*** Opening STUDY MATERIAL ***

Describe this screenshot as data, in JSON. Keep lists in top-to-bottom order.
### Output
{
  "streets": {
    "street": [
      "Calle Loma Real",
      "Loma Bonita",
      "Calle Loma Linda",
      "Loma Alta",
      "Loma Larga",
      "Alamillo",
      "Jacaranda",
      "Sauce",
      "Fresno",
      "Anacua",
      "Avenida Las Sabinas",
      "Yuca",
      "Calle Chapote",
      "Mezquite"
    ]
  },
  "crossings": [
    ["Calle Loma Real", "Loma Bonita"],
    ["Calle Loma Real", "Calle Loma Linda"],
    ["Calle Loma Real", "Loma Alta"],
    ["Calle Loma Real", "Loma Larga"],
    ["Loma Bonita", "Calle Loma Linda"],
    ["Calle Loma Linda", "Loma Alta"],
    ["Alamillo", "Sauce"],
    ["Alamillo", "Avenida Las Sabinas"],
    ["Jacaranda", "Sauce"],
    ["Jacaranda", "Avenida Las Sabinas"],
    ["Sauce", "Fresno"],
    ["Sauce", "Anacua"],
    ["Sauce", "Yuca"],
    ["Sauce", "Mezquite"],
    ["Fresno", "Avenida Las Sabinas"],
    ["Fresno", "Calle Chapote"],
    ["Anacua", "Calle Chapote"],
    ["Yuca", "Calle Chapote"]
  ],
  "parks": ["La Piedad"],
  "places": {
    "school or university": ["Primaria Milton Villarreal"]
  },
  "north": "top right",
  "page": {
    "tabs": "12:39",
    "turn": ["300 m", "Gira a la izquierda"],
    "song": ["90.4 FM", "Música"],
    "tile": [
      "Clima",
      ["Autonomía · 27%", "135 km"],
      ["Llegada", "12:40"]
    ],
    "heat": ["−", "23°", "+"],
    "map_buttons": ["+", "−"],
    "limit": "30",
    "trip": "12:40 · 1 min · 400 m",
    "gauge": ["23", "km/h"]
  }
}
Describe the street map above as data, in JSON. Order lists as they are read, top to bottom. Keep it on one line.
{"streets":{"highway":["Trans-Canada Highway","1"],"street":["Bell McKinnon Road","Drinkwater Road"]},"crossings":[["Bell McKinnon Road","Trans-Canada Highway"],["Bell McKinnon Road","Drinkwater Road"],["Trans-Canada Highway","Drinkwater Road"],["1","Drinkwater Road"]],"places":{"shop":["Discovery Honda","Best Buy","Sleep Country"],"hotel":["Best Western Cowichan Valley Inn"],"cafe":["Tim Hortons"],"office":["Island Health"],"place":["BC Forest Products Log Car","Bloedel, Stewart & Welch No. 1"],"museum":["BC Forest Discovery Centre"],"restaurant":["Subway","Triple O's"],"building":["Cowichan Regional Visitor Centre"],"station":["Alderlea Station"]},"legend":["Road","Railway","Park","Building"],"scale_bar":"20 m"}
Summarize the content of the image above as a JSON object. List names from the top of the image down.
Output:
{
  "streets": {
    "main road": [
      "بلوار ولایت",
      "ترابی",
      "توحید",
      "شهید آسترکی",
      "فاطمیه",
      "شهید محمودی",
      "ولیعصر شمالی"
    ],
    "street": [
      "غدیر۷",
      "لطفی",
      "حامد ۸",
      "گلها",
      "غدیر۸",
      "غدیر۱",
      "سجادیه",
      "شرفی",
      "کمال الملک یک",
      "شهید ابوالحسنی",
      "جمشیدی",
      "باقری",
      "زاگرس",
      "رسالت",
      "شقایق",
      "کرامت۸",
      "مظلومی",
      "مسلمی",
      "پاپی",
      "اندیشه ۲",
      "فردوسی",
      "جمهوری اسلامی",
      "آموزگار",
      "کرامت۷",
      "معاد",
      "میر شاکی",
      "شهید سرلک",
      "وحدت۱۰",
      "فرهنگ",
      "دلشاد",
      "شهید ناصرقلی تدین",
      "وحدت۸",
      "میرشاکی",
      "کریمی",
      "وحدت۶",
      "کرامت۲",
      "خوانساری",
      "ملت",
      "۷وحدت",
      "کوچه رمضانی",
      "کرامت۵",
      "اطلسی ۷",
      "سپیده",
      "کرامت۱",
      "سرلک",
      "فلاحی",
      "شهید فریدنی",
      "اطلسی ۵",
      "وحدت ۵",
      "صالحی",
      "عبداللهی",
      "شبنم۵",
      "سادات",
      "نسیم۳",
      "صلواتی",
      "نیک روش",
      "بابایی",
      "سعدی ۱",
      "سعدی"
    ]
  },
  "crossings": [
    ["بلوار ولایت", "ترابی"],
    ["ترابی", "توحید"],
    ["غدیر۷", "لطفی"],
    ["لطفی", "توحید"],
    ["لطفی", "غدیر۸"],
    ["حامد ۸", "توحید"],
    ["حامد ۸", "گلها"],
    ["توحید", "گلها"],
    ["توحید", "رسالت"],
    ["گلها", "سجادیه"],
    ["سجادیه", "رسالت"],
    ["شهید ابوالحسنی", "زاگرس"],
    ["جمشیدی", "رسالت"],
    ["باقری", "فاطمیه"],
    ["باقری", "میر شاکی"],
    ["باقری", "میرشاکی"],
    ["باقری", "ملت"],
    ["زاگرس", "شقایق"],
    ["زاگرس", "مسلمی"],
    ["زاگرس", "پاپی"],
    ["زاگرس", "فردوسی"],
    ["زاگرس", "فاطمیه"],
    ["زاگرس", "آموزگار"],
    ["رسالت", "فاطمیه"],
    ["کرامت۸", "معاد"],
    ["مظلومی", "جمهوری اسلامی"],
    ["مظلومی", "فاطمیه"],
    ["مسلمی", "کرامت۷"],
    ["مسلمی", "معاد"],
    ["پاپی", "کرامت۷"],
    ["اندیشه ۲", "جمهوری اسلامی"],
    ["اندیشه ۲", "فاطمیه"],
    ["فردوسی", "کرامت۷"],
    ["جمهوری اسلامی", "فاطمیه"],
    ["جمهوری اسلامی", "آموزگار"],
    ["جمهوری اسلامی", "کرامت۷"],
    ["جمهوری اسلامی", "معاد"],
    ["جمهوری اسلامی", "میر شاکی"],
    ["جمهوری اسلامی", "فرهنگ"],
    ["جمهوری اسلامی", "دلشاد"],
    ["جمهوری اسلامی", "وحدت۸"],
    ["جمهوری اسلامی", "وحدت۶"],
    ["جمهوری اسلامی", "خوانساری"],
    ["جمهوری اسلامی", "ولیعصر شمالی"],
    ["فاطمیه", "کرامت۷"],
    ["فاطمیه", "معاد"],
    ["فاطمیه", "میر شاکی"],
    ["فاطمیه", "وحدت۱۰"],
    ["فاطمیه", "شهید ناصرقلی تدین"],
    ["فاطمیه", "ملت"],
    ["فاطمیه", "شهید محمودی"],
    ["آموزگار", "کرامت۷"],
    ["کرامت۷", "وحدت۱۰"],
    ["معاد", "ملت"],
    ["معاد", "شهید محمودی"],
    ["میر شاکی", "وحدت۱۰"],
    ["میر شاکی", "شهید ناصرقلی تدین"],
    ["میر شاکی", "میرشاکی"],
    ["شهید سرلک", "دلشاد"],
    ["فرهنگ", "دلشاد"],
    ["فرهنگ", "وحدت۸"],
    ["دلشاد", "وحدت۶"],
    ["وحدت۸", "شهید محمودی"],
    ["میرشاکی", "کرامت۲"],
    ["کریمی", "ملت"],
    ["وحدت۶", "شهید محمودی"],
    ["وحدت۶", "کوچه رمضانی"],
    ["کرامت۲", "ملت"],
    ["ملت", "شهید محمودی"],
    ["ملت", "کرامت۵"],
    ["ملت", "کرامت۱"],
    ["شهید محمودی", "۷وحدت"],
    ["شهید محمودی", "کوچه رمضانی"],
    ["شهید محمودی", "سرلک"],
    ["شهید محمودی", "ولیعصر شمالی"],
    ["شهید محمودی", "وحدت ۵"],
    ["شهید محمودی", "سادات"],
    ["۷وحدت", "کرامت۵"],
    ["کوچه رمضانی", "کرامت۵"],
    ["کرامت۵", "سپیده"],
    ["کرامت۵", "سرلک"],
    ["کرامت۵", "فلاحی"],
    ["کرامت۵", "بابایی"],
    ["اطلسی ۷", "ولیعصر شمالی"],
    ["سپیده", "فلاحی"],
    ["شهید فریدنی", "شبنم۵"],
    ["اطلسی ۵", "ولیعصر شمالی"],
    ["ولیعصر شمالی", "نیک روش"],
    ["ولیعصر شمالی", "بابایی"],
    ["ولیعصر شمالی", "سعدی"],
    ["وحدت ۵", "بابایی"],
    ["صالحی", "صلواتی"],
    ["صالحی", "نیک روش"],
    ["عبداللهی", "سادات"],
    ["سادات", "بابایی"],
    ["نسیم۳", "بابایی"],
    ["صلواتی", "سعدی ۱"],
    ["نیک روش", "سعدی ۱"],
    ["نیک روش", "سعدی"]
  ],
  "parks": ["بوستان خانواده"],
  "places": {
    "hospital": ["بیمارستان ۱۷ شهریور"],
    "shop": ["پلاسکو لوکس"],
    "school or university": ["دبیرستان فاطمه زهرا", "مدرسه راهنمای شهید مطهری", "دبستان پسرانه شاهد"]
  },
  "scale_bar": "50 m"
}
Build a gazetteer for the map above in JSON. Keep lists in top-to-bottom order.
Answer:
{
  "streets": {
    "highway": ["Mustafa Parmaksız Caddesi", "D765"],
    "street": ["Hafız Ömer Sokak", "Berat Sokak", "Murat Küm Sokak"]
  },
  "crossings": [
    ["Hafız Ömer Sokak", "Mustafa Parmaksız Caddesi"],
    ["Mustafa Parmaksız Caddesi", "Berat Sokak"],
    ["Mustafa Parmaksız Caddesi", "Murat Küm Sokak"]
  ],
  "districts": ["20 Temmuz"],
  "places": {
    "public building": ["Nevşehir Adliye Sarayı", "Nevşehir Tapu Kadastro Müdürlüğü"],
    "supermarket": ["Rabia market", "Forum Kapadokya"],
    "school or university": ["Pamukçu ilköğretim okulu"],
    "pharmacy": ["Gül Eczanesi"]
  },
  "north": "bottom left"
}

*** Closing STUDY MATERIAL ***

◆ AIM OF THE TASK
Some lines contain the word "building". Pull each one out of the listing.

◆ RESULT OF THE TASK
{"streets":{"highway":["Trans-Canada Highway","1"],"street":["Bell McKinnon Road","Drinkwater Road"]},"crossings":[["Bell McKinnon Road","Trans-Canada Highway"],["Bell McKinnon Road","Drinkwater Road"],["Trans-Canada Highway","Drinkwater Road"],["1","Drinkwater Road"]],"places":{"shop":["Discovery Honda","Best Buy","Sleep Country"],"hotel":["Best Western Cowichan Valley Inn"],"cafe":["Tim Hortons"],"office":["Island Health"],"place":["BC Forest Products Log Car","Bloedel, Stewart & Welch No. 1"],"museum":["BC Forest Discovery Centre"],"restaurant":["Subway","Triple O's"],"building":["Cowichan Regional Visitor Centre"],"station":["Alderlea Station"]},"legend":["Road","Railway","Park","Building"],"scale_bar":"20 m"}
    "public building": ["Nevşehir Adliye Sarayı", "Nevşehir Tapu Kadastro Müdürlüğü"],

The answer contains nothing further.